Re: [PATCH v5 for-next 3/3] IB/core: Obtain subnet_prefix from cache in IB devices

From: Anand Khoje
Date: Fri Jun 25 2021 - 02:04:30 EST


On 6/24/2021 11:24 PM, Jason Gunthorpe wrote:
On Wed, Jun 23, 2021 at 06:33:32PM +0530, Anand Khoje wrote:
On 6/22/2021 5:19 AM, Jason Gunthorpe wrote:
On Wed, Jun 16, 2021 at 09:15:09PM +0530, Anand Khoje wrote:
@@ -1523,13 +1524,21 @@ static int config_non_roce_gid_cache(struct ib_device *device,
device->port_data[port].cache.lmc = tprops->lmc;
device->port_data[port].cache.port_state = tprops->state;
- device->port_data[port].cache.subnet_prefix = tprops->subnet_prefix;
+ ret = rdma_query_gid(device, port, 0, &gid);
+ if (ret) {

This is quite a bit different than just calling ops.query_gid() - why
are you changing it? I'm not sure all the additional tests will pass,
the 0 gid entry is not required to be valid..

Hi Jason,

We have opted for rdma_query_gid(), as during ib_cache_update() the code
calls ops.query_gid() earlier in config_non_roce_gid_cache(), thereby
updating the value of GID in cache. We utilize this updated value, instead
of calling ops->query_gid() again.

Uhhhh, so just store the subnet prefix at that point then?
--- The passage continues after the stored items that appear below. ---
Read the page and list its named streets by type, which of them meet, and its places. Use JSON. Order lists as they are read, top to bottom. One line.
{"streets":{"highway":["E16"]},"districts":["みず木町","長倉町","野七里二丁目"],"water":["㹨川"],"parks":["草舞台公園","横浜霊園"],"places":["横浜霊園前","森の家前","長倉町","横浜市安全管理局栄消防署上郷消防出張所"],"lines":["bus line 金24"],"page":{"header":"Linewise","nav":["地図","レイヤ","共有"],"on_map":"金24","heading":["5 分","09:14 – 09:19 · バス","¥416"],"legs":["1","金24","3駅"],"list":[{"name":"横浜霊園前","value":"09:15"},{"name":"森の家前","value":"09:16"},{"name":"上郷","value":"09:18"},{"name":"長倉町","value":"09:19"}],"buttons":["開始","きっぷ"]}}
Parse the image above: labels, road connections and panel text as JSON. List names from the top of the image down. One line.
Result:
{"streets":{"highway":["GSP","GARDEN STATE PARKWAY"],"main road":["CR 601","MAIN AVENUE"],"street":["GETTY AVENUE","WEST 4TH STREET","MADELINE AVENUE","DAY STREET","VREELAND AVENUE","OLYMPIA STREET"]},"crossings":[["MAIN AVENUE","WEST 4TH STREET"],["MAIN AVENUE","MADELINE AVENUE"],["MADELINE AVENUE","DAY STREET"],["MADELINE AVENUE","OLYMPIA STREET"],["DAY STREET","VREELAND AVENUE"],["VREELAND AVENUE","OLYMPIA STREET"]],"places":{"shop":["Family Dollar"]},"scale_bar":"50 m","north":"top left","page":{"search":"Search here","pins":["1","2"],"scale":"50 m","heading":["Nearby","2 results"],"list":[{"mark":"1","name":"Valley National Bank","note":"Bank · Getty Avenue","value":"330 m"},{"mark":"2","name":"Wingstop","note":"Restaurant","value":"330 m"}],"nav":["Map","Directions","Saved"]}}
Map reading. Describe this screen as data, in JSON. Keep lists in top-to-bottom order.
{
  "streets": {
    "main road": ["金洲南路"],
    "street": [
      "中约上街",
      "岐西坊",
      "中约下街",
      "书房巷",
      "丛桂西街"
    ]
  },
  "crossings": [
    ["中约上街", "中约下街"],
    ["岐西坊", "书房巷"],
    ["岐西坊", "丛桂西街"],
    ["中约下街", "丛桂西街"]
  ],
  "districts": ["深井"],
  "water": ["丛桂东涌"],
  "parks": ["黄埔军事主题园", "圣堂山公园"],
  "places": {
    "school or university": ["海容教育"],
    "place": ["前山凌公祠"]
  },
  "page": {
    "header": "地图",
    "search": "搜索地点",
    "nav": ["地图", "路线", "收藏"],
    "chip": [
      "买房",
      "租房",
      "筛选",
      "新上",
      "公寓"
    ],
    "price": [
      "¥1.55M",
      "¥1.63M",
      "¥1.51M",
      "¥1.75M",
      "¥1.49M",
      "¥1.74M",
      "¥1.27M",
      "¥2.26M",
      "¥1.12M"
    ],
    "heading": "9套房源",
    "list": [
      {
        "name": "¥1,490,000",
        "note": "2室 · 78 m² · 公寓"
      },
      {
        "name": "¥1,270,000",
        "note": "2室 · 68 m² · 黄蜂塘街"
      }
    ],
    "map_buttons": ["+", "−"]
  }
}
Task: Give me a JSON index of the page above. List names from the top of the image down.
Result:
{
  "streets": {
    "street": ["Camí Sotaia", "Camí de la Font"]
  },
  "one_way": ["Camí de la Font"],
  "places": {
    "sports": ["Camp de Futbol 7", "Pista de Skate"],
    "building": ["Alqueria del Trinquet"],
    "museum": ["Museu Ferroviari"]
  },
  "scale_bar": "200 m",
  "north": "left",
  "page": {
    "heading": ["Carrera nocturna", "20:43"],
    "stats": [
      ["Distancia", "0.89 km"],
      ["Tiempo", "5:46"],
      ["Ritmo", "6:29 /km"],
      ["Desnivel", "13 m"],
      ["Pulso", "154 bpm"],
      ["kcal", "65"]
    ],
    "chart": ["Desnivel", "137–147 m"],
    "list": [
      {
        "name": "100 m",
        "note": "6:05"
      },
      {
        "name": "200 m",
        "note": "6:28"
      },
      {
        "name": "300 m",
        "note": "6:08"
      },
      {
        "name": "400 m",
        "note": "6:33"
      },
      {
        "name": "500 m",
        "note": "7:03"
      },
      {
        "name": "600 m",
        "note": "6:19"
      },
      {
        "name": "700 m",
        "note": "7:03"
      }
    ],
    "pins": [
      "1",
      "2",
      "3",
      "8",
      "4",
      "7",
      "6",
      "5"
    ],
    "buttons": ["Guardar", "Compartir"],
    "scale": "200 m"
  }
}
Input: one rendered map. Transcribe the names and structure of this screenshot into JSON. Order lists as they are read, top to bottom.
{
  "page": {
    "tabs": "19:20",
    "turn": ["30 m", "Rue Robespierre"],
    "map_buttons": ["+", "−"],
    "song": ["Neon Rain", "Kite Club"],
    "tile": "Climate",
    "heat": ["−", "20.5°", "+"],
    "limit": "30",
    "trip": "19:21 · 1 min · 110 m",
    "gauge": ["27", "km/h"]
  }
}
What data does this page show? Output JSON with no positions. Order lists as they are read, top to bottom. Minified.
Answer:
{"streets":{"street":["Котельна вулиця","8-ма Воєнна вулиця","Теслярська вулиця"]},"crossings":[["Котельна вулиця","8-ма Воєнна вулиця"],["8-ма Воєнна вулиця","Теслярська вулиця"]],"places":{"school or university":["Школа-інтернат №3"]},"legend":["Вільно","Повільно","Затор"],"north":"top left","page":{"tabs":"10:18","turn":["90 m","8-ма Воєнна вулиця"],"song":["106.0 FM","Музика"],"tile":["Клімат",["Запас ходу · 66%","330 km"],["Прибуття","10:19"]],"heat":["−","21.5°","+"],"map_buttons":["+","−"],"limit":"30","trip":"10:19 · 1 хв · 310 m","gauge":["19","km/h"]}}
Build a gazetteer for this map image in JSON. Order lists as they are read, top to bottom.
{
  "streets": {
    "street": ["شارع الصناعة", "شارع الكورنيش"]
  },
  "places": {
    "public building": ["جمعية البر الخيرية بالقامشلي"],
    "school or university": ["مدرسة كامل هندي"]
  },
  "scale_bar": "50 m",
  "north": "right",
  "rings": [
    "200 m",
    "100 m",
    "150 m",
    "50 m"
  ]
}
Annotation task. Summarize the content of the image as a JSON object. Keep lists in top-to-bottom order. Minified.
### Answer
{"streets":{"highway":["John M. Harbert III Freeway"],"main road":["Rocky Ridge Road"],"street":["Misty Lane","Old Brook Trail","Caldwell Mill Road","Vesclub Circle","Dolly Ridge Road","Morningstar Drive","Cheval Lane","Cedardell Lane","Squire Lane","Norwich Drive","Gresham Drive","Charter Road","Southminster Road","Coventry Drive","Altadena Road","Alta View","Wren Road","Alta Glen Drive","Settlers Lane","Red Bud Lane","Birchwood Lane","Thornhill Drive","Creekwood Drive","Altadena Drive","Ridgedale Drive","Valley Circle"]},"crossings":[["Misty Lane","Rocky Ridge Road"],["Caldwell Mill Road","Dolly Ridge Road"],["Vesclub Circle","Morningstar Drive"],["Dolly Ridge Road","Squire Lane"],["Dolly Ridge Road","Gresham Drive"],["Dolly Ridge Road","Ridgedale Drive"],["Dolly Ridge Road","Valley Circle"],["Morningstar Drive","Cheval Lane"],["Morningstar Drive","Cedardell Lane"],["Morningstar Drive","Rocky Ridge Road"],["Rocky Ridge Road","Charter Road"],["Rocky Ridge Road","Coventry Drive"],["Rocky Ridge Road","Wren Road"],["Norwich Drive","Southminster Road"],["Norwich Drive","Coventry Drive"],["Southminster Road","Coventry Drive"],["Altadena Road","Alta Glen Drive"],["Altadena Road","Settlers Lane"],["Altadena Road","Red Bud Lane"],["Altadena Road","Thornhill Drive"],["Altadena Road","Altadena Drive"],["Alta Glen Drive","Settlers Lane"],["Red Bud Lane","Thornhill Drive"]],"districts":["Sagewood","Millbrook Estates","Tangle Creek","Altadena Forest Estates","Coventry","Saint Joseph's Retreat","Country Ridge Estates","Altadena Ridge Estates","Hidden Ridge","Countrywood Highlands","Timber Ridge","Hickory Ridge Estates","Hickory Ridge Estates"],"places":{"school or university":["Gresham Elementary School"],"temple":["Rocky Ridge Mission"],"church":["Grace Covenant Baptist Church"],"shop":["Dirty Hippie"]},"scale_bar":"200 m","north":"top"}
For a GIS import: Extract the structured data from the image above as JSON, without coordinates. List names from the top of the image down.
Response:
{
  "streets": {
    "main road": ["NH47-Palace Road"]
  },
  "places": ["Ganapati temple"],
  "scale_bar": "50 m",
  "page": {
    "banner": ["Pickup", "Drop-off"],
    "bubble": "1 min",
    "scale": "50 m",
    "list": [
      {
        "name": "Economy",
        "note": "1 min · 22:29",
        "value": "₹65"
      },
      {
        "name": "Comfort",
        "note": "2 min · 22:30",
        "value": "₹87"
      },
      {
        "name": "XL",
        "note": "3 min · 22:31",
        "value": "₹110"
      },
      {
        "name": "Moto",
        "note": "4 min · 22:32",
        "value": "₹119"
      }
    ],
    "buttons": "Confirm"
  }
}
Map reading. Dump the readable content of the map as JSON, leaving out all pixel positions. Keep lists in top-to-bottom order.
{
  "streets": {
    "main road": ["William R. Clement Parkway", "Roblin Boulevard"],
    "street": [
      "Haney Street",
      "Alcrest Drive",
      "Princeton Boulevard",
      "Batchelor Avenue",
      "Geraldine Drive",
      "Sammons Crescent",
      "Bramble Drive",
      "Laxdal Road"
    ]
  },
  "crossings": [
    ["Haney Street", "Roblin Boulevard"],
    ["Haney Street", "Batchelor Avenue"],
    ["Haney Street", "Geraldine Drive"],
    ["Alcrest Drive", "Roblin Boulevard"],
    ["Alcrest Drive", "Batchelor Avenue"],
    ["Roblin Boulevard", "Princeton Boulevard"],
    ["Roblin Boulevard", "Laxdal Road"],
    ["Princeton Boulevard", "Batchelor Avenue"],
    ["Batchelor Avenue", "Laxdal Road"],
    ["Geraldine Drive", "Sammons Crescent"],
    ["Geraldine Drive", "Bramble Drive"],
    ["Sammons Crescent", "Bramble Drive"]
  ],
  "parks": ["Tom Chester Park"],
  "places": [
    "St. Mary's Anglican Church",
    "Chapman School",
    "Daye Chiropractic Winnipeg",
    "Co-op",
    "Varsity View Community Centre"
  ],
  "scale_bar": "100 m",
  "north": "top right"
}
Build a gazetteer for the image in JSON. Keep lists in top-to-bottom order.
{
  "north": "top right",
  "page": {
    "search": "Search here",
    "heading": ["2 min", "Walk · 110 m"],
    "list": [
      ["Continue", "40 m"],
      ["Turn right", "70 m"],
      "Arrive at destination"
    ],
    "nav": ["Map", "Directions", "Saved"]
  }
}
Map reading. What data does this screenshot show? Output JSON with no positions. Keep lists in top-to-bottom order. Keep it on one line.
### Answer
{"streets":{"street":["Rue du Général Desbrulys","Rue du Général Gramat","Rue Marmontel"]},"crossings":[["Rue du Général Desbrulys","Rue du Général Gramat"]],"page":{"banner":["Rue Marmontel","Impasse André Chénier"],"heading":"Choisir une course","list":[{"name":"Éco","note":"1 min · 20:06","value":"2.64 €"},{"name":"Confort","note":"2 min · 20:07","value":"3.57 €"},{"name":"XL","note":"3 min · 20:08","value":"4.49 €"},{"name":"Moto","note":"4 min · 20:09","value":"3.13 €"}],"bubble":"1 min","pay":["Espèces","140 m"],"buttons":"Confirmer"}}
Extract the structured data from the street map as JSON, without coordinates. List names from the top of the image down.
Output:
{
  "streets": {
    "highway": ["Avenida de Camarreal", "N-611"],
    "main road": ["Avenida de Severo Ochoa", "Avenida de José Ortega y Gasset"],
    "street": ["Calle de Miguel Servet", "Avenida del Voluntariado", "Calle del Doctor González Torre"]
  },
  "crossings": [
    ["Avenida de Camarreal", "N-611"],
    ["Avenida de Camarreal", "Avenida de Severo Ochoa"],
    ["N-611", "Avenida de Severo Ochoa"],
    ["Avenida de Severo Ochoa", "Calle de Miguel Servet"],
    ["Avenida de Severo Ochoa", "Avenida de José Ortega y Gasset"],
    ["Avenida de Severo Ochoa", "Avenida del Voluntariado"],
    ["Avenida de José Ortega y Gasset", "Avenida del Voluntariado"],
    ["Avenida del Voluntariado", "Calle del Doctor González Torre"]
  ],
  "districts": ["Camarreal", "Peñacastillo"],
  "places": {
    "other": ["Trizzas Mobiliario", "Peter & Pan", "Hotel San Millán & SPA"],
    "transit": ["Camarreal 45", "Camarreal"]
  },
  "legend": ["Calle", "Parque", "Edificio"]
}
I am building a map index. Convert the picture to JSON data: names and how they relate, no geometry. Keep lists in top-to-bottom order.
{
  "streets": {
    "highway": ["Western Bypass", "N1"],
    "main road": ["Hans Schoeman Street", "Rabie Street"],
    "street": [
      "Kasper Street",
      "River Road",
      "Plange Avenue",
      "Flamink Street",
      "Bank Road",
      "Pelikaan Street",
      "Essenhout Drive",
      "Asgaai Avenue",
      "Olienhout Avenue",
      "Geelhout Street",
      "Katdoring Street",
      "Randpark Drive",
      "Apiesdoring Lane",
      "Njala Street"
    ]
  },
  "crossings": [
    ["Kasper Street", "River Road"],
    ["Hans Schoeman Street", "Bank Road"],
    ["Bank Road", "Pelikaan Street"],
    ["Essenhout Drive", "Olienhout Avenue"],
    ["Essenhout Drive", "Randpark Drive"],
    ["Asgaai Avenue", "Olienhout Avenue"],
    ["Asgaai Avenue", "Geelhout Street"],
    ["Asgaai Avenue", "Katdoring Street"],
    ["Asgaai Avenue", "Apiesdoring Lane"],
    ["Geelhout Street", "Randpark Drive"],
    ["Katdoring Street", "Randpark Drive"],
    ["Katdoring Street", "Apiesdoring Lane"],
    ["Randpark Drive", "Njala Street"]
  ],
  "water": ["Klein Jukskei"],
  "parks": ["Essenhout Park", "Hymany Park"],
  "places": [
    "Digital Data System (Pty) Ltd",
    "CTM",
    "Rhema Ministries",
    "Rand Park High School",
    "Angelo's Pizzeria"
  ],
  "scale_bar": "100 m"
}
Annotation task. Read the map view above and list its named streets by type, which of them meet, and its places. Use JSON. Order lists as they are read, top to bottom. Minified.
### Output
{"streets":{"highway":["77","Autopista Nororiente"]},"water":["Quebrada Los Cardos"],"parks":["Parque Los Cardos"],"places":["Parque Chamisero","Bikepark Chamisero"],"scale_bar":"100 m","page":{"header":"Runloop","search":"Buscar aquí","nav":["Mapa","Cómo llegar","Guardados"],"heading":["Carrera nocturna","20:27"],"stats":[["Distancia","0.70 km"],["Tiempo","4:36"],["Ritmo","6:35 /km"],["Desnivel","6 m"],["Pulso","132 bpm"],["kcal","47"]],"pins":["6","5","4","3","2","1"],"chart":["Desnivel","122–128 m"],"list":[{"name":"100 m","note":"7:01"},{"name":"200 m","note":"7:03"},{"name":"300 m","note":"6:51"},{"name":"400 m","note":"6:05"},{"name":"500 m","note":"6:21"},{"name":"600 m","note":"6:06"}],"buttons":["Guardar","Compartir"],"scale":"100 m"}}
diff --git a/drivers/infiniband/core/cache.c b/drivers/infiniband/core/cache.c
index c9e9fc81447e89..5c554ebd000e89 100644
--- a/drivers/infiniband/core/cache.c
+++ b/drivers/infiniband/core/cache.c
@@ -1428,8 +1428,8 @@ int rdma_read_gid_l2_fields(const struct ib_gid_attr *attr,
}
EXPORT_SYMBOL(rdma_read_gid_l2_fields);
-static int config_non_roce_gid_cache(struct ib_device *device,
- u32 port, int gid_tbl_len)
+static int config_non_roce_gid_cache(struct ib_device *device, u32 port,
+ struct ib_port_attr *tprops)
{
struct ib_gid_attr gid_attr = {};
struct ib_gid_table *table;
@@ -1441,7 +1441,7 @@ static int config_non_roce_gid_cache(struct ib_device *device,
table = rdma_gid_table(device, port);
mutex_lock(&table->lock);
- for (i = 0; i < gid_tbl_len; ++i) {
+ for (i = 0; i < tprops->gid_tbl_len; ++i) {
if (!device->ops.query_gid)
continue;
ret = device->ops.query_gid(device, port, i, &gid_attr.gid);
@@ -1452,6 +1452,8 @@ static int config_non_roce_gid_cache(struct ib_device *device,
goto err;
}
gid_attr.index = i;
+ tprops->subnet_prefix =
+ be64_to_cpu(gid_attr.global.subnet_prefix);
add_modify_gid(table, &gid_attr);
}
err:
@@ -1484,7 +1486,7 @@ ib_cache_update(struct ib_device *device, u32 port, bool update_gids,
if (!rdma_protocol_roce(device, port) && update_gids) {
ret = config_non_roce_gid_cache(device, port,
- tprops->gid_tbl_len);
+ tprops);
if (ret)
goto err;
}


Hi Jason,

Thanks for the response!

If the above change is to be made, there could arise a scenario in which:
In case of a cache_update event, another application/module could try to call ib_query_port() and read subnet_prefix while the cache is still getting updated and the application/module could end up reading a stale value of subnet_prefix.

I have a few questions:
- How likely is it that an up and running Infiniband fabric would change the subnet_prefix?
- Is it possible that different GIDs in the gid_table will have different values of subnet_prefix?

And I would much prefer things be re-organized so the cache can be
valid sooner to adding this variable. What is the earlier call that is
motivating this?

During device load and when cache is yet to be updated, ib_query_port()
should have a mechanism to identify if the cache entry is valid or invalid
(uninitialized), we have added this variable just to ensure the validity of
cache.

Unless there is an actual user of ib_query_port() before
config_non_roce_gid_cache() that I can't see, don't bother, returning
0 is fine.

Jason


Hm! that makes sense, with the above change we wouldn't need to call device->ops.query_gid() from __ib_query_port() and can always read subnet_prefix using ib_get_cached_subnet_prefix(), if reading stale value during cache update event is not an issue.

Thanks,
Anand